Page MenuHomePhabricator

refreshUserImpactJob requires a high number of file descriptors
Open, MediumPublic

Description

refreshUserImpactJob is a job that refreshes user impact data for the purpose of displaying those at Special:Homepage and Special:Impact, see https://www.mediawiki.org/wiki/Growth/Positive_reinforcement for project details. The job is scheduled from the maintenance server via growthexperiments-userImpactUpdateRecentlyRegistered and growthexperiments-userImpactUpdateRecentlyEdited jobs during UTC morning.

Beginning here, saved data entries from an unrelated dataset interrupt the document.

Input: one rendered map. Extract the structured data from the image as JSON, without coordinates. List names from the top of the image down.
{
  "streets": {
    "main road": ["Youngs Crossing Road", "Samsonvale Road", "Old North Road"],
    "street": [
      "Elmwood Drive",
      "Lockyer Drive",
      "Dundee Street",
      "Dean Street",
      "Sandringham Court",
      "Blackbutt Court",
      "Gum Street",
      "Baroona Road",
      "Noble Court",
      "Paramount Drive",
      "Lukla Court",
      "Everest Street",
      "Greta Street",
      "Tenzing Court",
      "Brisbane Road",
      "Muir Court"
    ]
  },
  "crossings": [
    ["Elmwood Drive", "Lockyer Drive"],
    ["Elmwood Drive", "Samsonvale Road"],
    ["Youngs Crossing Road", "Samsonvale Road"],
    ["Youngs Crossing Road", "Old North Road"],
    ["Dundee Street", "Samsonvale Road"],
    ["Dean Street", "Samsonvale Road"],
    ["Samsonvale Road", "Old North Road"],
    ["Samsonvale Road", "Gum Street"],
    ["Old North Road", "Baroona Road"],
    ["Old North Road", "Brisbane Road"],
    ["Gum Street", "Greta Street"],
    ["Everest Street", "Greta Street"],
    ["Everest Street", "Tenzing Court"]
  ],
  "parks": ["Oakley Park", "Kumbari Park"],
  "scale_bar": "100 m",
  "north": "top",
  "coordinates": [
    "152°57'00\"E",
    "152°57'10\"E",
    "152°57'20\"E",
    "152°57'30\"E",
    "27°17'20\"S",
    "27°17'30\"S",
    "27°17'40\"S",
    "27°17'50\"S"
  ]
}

Since recently, the job started to log mysterious errors (T344427, T341658). Presence of those errors was deemed to block release of new Impact module to further wikis. In T344428: refreshUserImpactJob logs mysterious fatal errors, it was determined that the job errors out because it exhausts the limit of opened files. Since https://gerrit.wikimedia.org/r/c/967870, the errors stopped happening, which confirms that the issue is indeed caused by exhausting file descriptors.

@Joe stated via IRC that we can keep the limit increased for as long as necessary, and that it might not be possible to guarantee the same for k8s jobrunners. Since the limit increase made the errors to disappear, we can consider new Impact module rollout unblocked for the timebeing. However, we should still aim to identify the exact cause of the FD exhaustion and fix it, especially since the progressive shift to k8s might make the error return at any time. Within this task, the root cause of the problem should be identified and fixed.

Event Timeline

Restricted Application added a subscriber: Aklapper. · View Herald Transcript
KStoller-WMF subscribed.
jijiki subscribed.

@Urbanecm_WMF feel free to switch the tag to serviceops when you require input/actions/investigation from us

@Urbanecm_WMF feel free to switch the tag to serviceops when you require input/actions/investigation from us

I'd heavily appreciate helping us to get to a stage when we can reproduce the issue without using jobqueues. Currently, the issue disappeared, but only because @Joe increased the limit on the jobrunner. So far, I was unable to reproduce the issue without scheduling the jobs, and since the FD limit increase on jobrunner, I can't reproduce the issue in any way (I only know it exists because it consistently logged error messages and that it is FD exhaustion related, but nothing more).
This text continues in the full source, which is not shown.